The attribution process mediates the relationship between organizational structure and outcome performance. CMS uses a prospective attribution method with retrospective reconciliation to assign beneficiaries to ACOs in the Track 1 and Track 2 MSSP models.2 A beneficiary must receive a plurality of primary care services from one of the contracted providers to be assigned to an ACO. This directly links the ACO’s network to the attribution process. ACO leadership receive preliminary panels during the performance year based on historic utilization. These panels are adjusted at the year’s end to reflect actual performance year utilization.10,11 The ACO’s cost and quality performance is calculated using this final list.

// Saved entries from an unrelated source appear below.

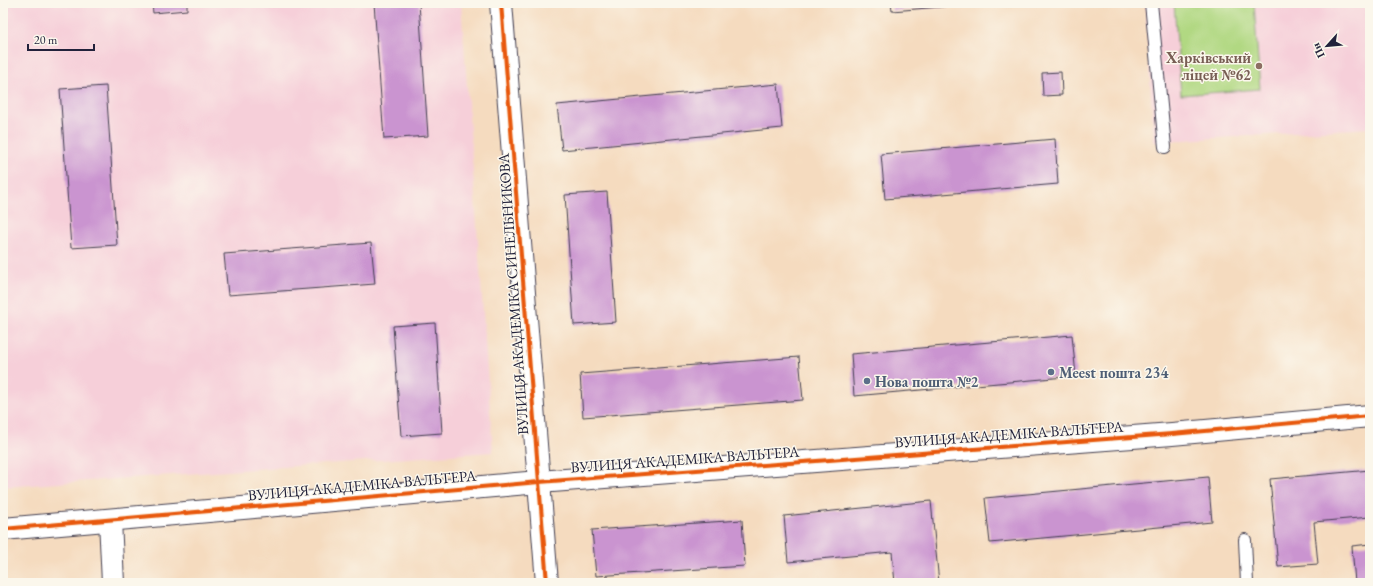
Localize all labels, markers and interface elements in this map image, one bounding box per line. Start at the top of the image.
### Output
scale bar [28,26,94,52]
north arrow [1307,26,1347,66]
text: 20 m [34,32,58,48]
text: Пн [1308,40,1328,60]
place label: Харківський ліцей №62 [1165,48,1251,84]
marker: Харківський ліцей №62 [1254,61,1264,71]
street label: ВУЛИЦЯ АКАДЕМІКА СИНЕЛЬНИКОВА [494,152,532,436]
place label: Meest пошта 234 [1059,363,1169,382]
marker: Meest пошта 234 [1046,367,1056,377]
place label: Нова пошта №2 [875,372,978,391]
marker: Нова пошта №2 [862,376,872,386]
street label: ВУЛИЦЯ АКАДЕМІКА ВАЛЬТЕРА [894,416,1125,451]
street label: ВУЛИЦЯ АКАДЕМІКА ВАЛЬТЕРА [570,441,801,476]
street label: ВУЛИЦЯ АКАДЕМІКА ВАЛЬТЕРА [247,465,478,504]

Organizations rely on complete and perfect information to make operational decisions that minimize risk.12-15 The retrospective reconciliation process introduces large uncertainty about the beneficiaries for whom an ACO is responsible. ACOs want to optimize the investment of organizational resources to improve population health and achieve MSSP goals.16 However, it is difficult to maximize performance without knowing the target that one needs to reach. The uncertainty produced by MSSP attribution can potentially affect an ACO’s proactive development and deployment of strategic interventions and initiatives aimed at improving value.10,11

Furthermore, the implementation of strategic and targeted population health initiatives often does not result in immediate and lasting changes. It can take years to modify utilization patterns, curve costs, and improve condition management—tenets central to the MSSP. This adds another important dimension to the MSSP attribution process: patient panel stability over time. When an attributed population remains stable year to year, the ACO has greater opportunity to enact interventions and witness returns on investment.17,18 Research has shown that ACO patient panel stability is moderately associated with better ACO performance.18,19

It is critical to evaluate supply-side response and perceptions to understand program impacts and to identify effective strategies and best practices. In this study, we expand on prior ACO organizational literature by exploring the mediating relationship of the attribution process. Specifically, we analyze if ACO patient panel stability from 2013 to 2014 is a result of provider network comprehensiveness in 2013. We then determine if patient panel stability is associated with changes in patient and caregiver experience performance and select quality metrics.